▶ _ASSIGNMENT_: Show all lines from the data that include the word "Mártires".
*** SUPPLIED RECORDS Section Begins ***
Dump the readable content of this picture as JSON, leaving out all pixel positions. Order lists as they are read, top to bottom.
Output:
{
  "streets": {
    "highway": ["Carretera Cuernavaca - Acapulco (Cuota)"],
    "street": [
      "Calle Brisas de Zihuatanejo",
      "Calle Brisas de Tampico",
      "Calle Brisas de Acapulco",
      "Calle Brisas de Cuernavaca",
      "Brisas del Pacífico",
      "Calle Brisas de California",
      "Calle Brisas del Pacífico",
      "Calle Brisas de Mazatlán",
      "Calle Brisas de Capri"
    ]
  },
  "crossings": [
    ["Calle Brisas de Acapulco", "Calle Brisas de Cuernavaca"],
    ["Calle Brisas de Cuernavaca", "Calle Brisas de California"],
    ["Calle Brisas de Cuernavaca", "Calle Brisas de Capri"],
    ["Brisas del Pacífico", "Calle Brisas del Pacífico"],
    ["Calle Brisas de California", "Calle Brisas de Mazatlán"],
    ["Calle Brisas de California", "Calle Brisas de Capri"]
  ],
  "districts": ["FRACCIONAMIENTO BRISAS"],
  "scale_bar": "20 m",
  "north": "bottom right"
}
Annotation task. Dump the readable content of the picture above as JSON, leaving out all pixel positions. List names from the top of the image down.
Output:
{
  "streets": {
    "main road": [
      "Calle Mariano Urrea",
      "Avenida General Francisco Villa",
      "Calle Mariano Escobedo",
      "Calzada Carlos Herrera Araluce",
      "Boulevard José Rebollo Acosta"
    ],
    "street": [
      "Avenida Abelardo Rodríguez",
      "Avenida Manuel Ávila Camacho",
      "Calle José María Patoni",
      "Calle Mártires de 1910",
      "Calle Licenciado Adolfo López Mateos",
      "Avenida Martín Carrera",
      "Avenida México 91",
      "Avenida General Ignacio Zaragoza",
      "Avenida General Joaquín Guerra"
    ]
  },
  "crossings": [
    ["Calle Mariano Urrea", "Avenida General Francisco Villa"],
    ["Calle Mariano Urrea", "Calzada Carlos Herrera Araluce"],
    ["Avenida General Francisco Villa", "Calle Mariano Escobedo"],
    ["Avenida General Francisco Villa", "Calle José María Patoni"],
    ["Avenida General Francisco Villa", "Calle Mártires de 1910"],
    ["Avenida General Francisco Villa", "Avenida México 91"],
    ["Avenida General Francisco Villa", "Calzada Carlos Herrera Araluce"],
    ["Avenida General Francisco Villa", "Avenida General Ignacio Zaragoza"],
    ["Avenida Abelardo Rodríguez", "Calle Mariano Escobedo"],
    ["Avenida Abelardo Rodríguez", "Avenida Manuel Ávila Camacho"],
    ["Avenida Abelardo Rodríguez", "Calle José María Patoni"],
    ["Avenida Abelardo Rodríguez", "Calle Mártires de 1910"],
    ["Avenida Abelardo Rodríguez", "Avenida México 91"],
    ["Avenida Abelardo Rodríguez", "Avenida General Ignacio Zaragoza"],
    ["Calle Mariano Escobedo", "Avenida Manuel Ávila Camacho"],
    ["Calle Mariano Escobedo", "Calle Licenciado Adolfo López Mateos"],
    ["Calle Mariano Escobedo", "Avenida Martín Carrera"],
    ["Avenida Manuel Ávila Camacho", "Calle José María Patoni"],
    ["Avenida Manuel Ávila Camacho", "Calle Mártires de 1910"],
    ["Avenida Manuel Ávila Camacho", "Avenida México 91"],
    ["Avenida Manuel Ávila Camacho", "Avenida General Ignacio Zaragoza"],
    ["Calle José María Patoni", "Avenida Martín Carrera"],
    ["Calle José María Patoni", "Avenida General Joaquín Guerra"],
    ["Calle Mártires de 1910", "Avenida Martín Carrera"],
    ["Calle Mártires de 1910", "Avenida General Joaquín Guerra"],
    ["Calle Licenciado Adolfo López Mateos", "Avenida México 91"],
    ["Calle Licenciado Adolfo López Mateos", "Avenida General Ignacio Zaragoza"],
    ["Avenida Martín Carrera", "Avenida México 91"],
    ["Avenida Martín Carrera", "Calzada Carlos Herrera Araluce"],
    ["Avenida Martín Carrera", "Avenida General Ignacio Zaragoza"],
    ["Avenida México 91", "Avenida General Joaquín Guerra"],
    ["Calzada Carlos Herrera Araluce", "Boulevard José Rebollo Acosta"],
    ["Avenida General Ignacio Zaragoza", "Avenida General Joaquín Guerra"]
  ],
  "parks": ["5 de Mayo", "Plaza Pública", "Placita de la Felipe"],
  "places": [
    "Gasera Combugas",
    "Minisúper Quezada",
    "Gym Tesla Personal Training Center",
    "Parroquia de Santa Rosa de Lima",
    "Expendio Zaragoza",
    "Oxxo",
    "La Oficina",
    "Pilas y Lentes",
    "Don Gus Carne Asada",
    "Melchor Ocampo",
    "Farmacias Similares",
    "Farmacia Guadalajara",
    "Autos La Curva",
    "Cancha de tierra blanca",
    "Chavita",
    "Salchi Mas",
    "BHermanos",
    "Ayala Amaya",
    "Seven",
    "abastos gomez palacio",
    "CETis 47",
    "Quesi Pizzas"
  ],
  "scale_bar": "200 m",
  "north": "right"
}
*** SUPPLIED RECORDS Section Ends ***
▶ _WRITTEN RESPONSE_:
      "Calle Mártires de 1910",
    ["Avenida General Francisco Villa", "Calle Mártires de 1910"],
    ["Avenida Abelardo Rodríguez", "Calle Mártires de 1910"],
    ["Avenida Manuel Ávila Camacho", "Calle Mártires de 1910"],
    ["Calle Mártires de 1910", "Avenida Martín Carrera"],
    ["Calle Mártires de 1910", "Avenida General Joaquín Guerra"],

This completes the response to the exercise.